Your task:
Search the data below for "white"; list each line that holds it.

==== Dataset records ====

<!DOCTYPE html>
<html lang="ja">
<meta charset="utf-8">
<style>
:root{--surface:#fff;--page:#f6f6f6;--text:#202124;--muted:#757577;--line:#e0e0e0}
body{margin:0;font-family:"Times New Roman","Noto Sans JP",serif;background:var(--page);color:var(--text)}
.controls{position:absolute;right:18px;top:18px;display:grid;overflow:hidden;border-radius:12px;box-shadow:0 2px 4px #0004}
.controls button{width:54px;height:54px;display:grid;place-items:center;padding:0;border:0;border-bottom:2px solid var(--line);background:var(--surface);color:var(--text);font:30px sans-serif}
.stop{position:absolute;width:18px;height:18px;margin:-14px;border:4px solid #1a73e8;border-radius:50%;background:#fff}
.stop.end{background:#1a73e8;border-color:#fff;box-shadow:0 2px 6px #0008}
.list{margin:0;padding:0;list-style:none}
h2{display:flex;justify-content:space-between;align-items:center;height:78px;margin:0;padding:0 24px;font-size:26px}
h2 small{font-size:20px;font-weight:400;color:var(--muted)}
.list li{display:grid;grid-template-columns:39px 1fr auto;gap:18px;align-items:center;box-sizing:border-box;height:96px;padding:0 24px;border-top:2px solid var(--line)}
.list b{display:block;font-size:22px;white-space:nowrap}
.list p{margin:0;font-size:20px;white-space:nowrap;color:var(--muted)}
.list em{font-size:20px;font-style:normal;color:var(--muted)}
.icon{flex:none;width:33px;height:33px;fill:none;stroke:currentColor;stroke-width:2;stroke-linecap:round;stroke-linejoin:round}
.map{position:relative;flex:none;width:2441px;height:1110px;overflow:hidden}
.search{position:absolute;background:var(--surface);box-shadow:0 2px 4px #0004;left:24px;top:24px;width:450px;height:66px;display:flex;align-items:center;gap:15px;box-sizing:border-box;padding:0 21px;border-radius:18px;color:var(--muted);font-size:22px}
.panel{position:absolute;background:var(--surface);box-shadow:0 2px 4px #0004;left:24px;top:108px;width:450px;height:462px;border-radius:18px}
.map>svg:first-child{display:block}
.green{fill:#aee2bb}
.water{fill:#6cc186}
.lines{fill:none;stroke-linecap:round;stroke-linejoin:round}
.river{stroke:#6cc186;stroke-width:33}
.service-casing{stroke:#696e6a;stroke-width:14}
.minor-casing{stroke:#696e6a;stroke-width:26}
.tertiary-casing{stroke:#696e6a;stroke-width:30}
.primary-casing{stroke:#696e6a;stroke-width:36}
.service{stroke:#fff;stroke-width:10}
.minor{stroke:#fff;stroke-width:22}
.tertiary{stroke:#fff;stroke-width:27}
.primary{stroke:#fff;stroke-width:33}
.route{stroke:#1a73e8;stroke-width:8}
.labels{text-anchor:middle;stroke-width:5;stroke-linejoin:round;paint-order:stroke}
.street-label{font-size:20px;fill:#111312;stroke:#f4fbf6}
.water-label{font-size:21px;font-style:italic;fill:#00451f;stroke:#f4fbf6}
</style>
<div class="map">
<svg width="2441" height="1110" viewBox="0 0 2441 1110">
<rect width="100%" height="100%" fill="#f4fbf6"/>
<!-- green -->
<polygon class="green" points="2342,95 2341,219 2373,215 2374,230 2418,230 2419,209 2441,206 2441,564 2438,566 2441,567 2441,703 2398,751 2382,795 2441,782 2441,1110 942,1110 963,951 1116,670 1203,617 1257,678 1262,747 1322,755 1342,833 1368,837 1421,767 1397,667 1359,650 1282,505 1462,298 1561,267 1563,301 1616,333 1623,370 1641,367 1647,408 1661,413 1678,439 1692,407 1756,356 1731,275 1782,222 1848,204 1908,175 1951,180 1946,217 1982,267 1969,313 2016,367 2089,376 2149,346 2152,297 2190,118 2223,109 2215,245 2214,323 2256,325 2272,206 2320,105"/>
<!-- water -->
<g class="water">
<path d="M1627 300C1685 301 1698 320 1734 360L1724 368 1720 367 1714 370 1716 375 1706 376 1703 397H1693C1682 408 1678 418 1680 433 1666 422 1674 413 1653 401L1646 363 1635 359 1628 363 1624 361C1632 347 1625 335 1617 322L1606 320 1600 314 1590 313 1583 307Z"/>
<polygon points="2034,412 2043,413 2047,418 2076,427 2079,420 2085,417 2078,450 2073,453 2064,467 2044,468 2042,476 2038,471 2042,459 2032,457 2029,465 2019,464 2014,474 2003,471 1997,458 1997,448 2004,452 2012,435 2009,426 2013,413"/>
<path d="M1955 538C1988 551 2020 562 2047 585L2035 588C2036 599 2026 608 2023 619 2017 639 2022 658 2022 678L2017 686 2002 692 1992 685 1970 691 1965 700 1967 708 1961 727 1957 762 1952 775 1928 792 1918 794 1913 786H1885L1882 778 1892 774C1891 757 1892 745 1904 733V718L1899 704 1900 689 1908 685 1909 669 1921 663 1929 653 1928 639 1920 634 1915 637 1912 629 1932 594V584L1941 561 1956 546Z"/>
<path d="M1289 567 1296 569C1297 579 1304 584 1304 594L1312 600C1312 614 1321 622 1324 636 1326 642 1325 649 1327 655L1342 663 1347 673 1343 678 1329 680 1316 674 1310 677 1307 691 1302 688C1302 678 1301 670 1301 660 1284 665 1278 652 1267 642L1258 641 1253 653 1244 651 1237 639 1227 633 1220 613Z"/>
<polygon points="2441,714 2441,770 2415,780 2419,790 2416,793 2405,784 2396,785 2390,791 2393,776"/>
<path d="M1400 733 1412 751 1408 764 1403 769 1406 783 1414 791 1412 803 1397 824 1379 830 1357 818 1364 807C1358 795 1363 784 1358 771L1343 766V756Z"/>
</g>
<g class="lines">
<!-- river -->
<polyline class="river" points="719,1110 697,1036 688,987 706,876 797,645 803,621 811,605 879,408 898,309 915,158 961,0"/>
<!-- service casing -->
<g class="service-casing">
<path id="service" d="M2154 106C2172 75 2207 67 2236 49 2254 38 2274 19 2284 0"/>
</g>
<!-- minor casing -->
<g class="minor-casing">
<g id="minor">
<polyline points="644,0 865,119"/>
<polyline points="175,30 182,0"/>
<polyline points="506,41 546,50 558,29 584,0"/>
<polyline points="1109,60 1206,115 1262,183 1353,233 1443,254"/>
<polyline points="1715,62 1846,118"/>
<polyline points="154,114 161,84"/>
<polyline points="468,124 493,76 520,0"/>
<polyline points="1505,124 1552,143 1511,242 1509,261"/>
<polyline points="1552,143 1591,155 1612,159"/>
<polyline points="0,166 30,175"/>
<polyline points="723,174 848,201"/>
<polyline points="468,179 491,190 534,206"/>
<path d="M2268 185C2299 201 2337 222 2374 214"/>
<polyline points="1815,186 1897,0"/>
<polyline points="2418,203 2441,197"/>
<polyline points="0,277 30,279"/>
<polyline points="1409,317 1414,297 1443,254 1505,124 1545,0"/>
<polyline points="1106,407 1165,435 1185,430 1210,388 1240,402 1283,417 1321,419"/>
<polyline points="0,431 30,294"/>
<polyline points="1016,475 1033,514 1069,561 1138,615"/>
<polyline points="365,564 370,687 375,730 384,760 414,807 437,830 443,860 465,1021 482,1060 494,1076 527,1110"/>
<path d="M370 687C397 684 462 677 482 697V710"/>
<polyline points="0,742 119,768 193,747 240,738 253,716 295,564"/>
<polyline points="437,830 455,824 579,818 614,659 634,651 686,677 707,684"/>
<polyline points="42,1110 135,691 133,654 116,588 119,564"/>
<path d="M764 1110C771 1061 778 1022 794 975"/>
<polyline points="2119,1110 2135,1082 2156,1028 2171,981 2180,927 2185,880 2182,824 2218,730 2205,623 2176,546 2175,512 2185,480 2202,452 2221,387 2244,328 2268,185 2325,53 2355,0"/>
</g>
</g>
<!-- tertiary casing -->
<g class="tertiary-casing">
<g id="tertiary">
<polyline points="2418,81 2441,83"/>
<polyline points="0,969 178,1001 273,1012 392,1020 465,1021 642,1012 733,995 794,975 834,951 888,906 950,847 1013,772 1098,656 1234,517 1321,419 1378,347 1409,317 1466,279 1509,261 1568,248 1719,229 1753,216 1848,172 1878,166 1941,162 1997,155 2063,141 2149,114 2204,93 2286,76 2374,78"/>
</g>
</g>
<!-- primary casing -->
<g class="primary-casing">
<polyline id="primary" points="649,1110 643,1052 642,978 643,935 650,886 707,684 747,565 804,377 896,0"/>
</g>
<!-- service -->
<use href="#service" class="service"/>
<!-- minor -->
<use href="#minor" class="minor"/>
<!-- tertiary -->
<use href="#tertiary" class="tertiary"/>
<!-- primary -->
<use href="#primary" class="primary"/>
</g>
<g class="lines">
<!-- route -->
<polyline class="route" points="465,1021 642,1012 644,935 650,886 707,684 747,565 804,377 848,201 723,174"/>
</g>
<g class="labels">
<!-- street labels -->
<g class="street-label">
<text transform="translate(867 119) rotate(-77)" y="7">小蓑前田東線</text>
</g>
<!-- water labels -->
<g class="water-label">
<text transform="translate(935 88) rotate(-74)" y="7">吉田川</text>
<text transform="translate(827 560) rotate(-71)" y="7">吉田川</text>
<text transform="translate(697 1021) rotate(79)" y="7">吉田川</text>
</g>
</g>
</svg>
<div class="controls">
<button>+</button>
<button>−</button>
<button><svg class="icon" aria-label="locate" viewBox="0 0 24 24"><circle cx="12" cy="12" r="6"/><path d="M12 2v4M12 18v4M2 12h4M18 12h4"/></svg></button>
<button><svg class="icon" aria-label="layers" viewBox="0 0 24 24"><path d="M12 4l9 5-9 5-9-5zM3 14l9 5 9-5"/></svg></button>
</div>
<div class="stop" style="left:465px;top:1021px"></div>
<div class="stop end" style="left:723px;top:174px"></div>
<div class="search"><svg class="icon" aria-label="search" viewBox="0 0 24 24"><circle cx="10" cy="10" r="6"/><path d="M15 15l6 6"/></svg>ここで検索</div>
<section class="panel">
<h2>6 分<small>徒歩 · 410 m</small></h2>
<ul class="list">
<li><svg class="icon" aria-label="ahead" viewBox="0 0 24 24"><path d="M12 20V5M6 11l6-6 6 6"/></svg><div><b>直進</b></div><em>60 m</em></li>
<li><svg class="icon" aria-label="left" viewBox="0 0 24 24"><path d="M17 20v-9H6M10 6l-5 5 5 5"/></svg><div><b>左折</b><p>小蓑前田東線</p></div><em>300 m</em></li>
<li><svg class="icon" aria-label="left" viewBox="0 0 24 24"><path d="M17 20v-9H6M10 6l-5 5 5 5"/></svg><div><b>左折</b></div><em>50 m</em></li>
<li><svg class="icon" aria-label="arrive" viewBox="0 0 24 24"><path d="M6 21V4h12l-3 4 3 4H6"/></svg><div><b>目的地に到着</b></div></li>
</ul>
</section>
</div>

====

The completed task:
.list b{display:block;font-size:22px;white-space:nowrap}
.list p{margin:0;font-size:20px;white-space:nowrap;color:var(--muted)}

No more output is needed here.